Augusta-born transgender activist and journalist returns to Atlanta

Raquel Willis will discuss her new memoir at the Auburn Avenue Research Library on Dec. 5.
Activist and author Raquel Willis will be in Atlanta to discuss her memoir "The Risk It Take to Bloom." Texas Isaiah/Courtesy of St. Martin's Press

Credit: Courtesy of Raquel Willis

Credit: Courtesy of Raquel Willis

Activist and author Raquel Willis will be in Atlanta to discuss her memoir "The Risk It Take to Bloom." Texas Isaiah/Courtesy of St. Martin's Press

Raquel Willis may call New York home these days, but the roots of her story are buried deep in Georgia soil.

“Augusta is where I was born and raised, Athens gave me a new understanding of my identity as a transgender woman, and Atlanta is where I developed my political and personal theory of change,” she says. “I’m excited to revisit them now as this new version of me.”

Willis will visit all three cities while on tour promoting her new memoir, “The Risk It Takes to Bloom,” which recounts the story of her life in Georgia and beyond. She arrives in Atlanta on Dec. 5, appearing at Auburn Avenue Research Library in conversation with transgender actor and influencer TS Madison. It will be something of a homecoming for Willis: She and Madison will be introduced by Toni-Michelle Williams, executive director of Solutions Not Punishment Collaborative, a Black and queer-led community organization where Willis interned in her 20s and where Southern LGBTQ+ activists changed her understanding of the state she called home.

“Social justice organizer communities gave me a reclamation of my homeland,” Willis says from her home in Brooklyn. “And a reclamation of my power therein.”

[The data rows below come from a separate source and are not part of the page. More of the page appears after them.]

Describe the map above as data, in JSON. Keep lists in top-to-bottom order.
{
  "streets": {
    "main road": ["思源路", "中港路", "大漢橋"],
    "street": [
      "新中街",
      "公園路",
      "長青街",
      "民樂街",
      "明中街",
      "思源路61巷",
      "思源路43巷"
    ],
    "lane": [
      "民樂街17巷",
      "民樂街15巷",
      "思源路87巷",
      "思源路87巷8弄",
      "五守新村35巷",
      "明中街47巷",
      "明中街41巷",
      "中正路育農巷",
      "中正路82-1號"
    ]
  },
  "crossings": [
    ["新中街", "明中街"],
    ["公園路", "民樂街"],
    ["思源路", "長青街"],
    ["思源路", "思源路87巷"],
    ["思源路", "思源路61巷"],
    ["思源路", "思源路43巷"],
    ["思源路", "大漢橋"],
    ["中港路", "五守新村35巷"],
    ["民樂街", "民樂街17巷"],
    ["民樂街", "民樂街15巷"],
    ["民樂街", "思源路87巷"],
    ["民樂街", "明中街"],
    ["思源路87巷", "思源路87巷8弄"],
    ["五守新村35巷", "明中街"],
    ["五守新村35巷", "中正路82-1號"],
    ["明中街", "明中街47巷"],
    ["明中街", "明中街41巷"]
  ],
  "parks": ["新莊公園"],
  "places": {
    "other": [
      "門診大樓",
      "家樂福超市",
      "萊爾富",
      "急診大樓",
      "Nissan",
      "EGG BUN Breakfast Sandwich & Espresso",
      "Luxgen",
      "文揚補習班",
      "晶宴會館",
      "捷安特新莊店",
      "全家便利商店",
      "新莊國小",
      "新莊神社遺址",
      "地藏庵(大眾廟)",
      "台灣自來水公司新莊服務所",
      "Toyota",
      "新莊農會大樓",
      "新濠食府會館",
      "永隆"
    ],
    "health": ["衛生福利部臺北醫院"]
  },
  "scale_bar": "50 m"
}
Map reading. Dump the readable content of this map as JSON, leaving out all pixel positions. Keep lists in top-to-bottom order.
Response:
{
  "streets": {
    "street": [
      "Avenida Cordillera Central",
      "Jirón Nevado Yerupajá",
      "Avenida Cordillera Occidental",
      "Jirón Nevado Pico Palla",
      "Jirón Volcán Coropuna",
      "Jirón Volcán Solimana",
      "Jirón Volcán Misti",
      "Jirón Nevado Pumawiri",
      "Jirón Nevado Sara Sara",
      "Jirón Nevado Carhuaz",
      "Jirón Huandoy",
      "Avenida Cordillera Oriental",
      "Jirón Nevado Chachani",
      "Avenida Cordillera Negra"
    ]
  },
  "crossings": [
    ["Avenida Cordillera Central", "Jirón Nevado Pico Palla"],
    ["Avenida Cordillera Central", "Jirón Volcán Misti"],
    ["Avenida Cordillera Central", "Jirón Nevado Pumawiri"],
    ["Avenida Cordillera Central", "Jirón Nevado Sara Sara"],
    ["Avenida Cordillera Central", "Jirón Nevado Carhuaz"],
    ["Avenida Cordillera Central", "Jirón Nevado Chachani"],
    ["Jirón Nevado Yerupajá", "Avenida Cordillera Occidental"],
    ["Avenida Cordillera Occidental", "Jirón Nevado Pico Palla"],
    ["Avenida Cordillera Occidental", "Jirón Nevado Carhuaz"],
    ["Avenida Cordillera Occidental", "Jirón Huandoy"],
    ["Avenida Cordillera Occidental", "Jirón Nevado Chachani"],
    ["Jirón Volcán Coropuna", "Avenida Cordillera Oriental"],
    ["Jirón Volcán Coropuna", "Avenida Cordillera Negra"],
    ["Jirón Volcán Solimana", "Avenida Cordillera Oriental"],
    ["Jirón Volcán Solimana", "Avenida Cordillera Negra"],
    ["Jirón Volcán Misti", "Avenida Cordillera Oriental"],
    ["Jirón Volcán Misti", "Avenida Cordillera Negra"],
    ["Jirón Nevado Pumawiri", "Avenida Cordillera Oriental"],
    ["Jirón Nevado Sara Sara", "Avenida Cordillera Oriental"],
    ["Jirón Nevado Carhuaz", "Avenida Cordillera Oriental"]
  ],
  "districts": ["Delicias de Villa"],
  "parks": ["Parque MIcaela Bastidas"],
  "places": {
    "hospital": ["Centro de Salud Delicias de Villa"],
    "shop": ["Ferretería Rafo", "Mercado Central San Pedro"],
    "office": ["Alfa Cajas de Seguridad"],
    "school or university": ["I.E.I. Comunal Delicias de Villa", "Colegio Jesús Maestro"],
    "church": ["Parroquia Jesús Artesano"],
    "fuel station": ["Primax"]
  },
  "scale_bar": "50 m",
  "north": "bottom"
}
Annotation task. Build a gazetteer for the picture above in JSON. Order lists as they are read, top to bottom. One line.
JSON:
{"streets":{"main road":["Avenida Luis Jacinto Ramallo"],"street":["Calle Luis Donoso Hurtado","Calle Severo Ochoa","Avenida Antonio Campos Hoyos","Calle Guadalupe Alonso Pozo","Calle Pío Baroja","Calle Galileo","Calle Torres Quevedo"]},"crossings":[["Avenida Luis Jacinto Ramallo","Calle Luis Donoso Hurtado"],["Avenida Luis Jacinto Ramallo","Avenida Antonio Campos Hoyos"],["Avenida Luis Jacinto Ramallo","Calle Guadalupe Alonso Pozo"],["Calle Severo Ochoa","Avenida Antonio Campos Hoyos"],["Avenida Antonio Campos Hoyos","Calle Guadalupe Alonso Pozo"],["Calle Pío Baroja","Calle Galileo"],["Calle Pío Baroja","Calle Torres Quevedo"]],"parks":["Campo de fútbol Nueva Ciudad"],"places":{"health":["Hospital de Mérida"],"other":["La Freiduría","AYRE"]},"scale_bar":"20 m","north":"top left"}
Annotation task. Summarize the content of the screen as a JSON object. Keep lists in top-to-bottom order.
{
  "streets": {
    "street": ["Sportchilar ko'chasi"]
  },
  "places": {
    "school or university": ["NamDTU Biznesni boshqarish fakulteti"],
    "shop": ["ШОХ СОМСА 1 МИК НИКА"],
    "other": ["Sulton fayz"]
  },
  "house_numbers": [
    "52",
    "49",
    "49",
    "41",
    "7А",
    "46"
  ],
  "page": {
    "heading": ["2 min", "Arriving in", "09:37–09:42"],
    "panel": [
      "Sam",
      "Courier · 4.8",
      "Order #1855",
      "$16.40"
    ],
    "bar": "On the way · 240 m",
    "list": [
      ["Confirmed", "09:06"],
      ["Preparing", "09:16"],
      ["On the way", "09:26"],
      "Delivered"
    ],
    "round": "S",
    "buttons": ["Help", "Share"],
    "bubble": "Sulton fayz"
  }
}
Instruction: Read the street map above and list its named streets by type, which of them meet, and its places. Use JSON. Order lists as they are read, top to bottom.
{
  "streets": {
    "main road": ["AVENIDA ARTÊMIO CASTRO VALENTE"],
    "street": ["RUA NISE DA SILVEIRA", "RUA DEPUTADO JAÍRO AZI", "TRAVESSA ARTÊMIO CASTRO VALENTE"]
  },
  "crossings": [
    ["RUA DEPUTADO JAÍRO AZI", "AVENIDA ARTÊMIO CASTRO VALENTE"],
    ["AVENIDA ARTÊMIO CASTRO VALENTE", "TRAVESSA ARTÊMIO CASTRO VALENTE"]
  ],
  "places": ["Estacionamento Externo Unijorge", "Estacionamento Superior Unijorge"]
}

Growing up Black, queer and Catholic in a conservative Georgia town wasn’t easy. In her memoir, Willis reflects on the complicated intersections she navigated between her multiple identities, such as at family reunions where her preacher relatives led exuberant Protestant services that felt miles away from the somber rituals of Catholicism. When she started college at the University of Georgia, Willis joined the LGTBQ+ resource group, but struggled to connect with the other students who were mostly white and upper middle-class. And after coming out as transgender woman in her senior year, she navigated the gulf between herself and her transgender men friends, not to mention her older brother’s discomfort with her transition.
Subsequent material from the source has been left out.